Les données scientifiques sont désormais robustes et, au sein de la communauté scientifique, un consensus existe sur les pathologies pour lesquelles la neuromodulation s’avère largement efficace. Au-delà des traitements des mouvements anormaux (dystonie) et des douleurs chroniques, ses indications sont nombreuses. Elle est ainsi appliquée au traitement des dépressions réfractaires (30% à 40% des patients ne répondent pas aux antidépresseurs) ou des hallucinations auditives dans la schizophrénie. Ou encore expérimentée pour le traitement des troubles obsessionnels compulsifs (TOC), certaines formes d’épilepsie et des céphalées.

Néanmoins, la technologie pâtit de sa lourdeur. L’appareil pèse cinq kilos, et il faut maintenir avec précision une bobine externe sur la tête du patient pendant 45 minutes. Elle oblige donc à rester immobile durant la séance. C’est quasi impossible et un opérateur doit régulièrement intervenir pour repositionner l’appareil. Son coût et sa précision restent aussi controversés (elle ne pénètre pas à plus de 1,5 à deux centimètres de la surface du cerveau). C’est pourquoi les chercheurs explorent, aujourd’hui, la piste des ultrasons, plutôt que l’électricité ou le champ électromagnétique. Encore faut-il calibrer précisément la fréquence, point sur lequel ils achoppent encore. Les basses intensités franchissent mieux la boîte crânienne, mais sont moins précises ; les hautes sont absorbées plus fortement mais peuvent créer des lésions.

On est à l’aube de nouvelles techniques et de l’amélioration des anciens procédés.

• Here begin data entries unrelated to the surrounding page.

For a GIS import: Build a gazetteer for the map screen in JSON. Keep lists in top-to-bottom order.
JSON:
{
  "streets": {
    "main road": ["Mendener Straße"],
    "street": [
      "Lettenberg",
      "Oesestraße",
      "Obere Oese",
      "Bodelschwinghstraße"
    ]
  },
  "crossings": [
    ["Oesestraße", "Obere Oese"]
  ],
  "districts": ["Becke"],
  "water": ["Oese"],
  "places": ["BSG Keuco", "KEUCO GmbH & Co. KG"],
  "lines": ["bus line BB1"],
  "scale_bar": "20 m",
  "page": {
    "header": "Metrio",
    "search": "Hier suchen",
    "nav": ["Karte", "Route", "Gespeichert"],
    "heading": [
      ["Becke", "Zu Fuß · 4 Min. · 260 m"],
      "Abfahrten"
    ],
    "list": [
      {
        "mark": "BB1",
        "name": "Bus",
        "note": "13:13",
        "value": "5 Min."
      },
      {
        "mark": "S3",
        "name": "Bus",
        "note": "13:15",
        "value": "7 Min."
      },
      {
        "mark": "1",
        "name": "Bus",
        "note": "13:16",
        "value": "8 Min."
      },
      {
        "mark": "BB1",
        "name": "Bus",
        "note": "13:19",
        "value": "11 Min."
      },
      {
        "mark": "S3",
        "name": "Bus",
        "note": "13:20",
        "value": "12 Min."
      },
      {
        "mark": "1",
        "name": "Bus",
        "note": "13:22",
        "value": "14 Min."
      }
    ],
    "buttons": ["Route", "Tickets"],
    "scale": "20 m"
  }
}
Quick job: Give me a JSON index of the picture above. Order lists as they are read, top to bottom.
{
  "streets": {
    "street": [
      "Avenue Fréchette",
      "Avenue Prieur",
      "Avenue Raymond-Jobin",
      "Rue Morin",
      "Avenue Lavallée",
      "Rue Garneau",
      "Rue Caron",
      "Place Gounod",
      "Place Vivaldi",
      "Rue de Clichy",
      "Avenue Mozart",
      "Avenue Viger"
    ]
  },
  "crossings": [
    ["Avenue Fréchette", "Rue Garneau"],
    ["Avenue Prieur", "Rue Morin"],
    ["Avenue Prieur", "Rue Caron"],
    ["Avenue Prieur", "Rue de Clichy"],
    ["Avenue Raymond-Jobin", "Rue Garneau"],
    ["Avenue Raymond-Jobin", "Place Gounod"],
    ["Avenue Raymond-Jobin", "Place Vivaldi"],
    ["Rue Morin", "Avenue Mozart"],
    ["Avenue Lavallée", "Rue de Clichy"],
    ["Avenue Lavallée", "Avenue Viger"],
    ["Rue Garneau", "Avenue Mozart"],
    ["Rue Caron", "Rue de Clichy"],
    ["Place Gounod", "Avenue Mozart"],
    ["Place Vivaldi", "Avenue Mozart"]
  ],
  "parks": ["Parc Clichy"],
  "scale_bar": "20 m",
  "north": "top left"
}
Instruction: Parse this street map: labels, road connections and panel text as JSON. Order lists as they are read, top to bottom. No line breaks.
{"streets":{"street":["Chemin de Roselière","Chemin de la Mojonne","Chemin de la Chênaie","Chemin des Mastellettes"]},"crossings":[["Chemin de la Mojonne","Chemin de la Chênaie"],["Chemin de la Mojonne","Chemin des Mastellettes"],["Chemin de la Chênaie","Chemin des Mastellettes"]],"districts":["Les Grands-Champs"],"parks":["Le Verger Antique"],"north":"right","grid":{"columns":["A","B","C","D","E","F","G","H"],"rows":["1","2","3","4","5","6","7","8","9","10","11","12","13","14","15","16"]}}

L’enjeu est donc de développer des techniques capables de traverser les os du crâne sans dégâts, même à hautes fréquences. Pour Steven Laureys, la neuromodulation pourrait bien devenir un formidable outil pour soigner les maladies liées au cerveau. «On est à l’aube de nouvelles techniques et de l’amélioration des anciens procédés. Le défi majeur reste d’offrir la technique à un plus grand nombre de patients.»

Sur la peau

Autre technique faisant appel à l’électricité, la neurostimulation transcutanée est de plus en plus administrée hors clinique, notamment dans la prise en charge des douleurs liées à l’endométriose, aux migraines et aux sciatiques. Non invasif, le Tens (Transcutaneous ElectricalNerve Stimulation) est un petit appareil qui peut être prescrit par les médecins algologues (spécialistes de la douleur). Par l’intermédiaire d’une ou deux paires d’électrodes collées sur la peau, il délivre des impulsions électriques indolores et de faible intensité sur une zone douloureuse ou sur le trajet d’un nerf. Lesquelles activent des fibres nerveuses rapides, de plus gros calibres que celles utilisées pour véhiculer la douleur. Le message perçu par le cerveau est celui des fourmillements délivré par le Tens, masquant ainsi la douleur. Le patient déclenche lui-même la stimulation lorsque la douleur devient trop forte.